How Tomi Adeyemi Became A Literary Rockstar Before Her First Book Even Came Out

In the future, when people think of the book characters that shaped their childhood, they will mention Harry Potter, the boy who lived, Katniss Everdeen, the girl who volunteered as tribute, and Zelie Adebola, the maji destined to return magic to her people. You haven’t heard of that final name yet, but you will.
Zelie is the white-haired, dark-skinned, turbaned protagonist of Children of Blood and Bone, the first book in 24-year-old debut novelist Tomi Adeyemi’s projected fantasy trilogy. Hailing from the fictional African nation of Orisha and riding atop a gigantic lionaire, she is brave, but not impervious to fear; she is intelligent, but prone to impulsiveness; and she is unlike any YA heroine we’ve encountered before.
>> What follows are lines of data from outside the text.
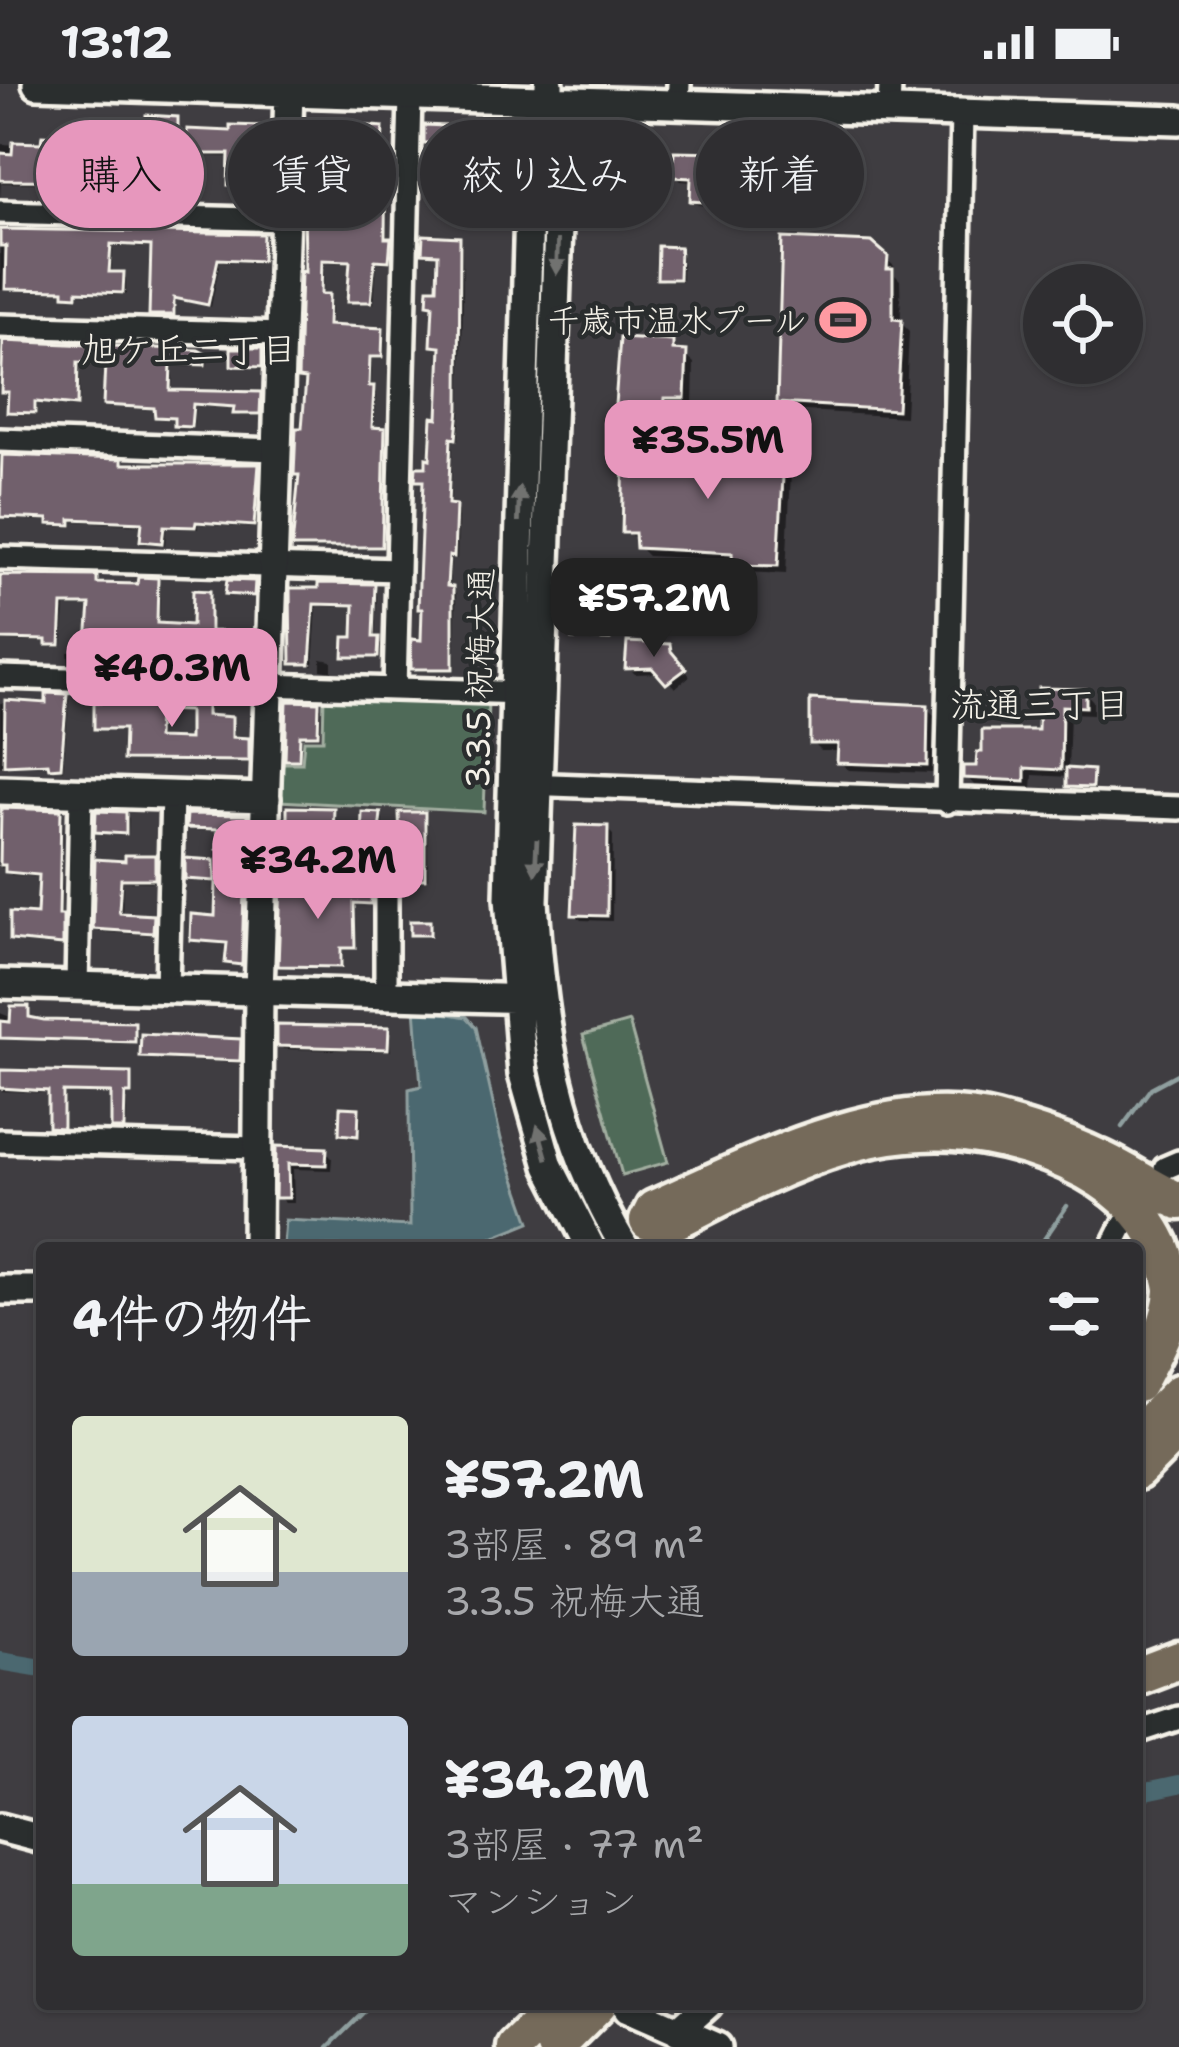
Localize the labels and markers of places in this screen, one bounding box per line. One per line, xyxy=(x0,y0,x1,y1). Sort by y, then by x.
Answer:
sports icon: 千歳市温水プール xyxy=(818,295,868,345)
place label: 千歳市温水プール xyxy=(547,298,807,343)
pin: ¥35.5M xyxy=(610,400,806,502)
pin: ¥57.2M xyxy=(556,558,752,660)
pin: ¥40.3M xyxy=(74,628,270,730)
pin: ¥34.2M xyxy=(220,820,416,922)

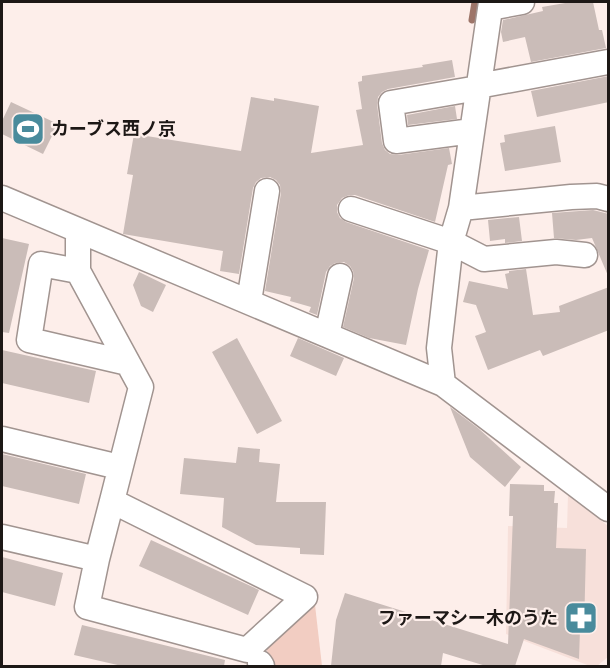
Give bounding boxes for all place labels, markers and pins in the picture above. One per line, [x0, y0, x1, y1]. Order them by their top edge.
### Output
sports icon: カーブス西ノ京 [10, 111, 46, 147]
place label: カーブス西ノ京 [51, 116, 176, 142]
pharmacy icon: ファーマシー木のうた [563, 600, 599, 636]
place label: ファーマシー木のうた [378, 605, 558, 631]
Eleven years earlier, Zelie's mother was killed during the massacre of maji carried out by King Saran. On the day the maji were killed, magic disappeared from Orisha. Zelie comes of age in a world that hates and unfairly punishes people like her – those whose white hair gives away their magic blood. Only Zelie has the chance to restore magic, and end the cycle of oppression.
There is tremendous power in a book like Children of Blood and Bone, especially for children seeing this book on library displays and summer reading lists, and that’s precisely the point. “Imagine if Harry Potter had been a Black boy,” Adeyemi told Refinery29. “The world might actually be a different place because the boy who everybody was obsessed with would be this Black boy with an afro.”
Essentially, as Adeyemi chuckled to Refinery29 over the phone, “The Next Big Thing is all about incredible Black people.” This holds true for superhero movies — Black Panther has blown away all expectations – and for the YA literary world.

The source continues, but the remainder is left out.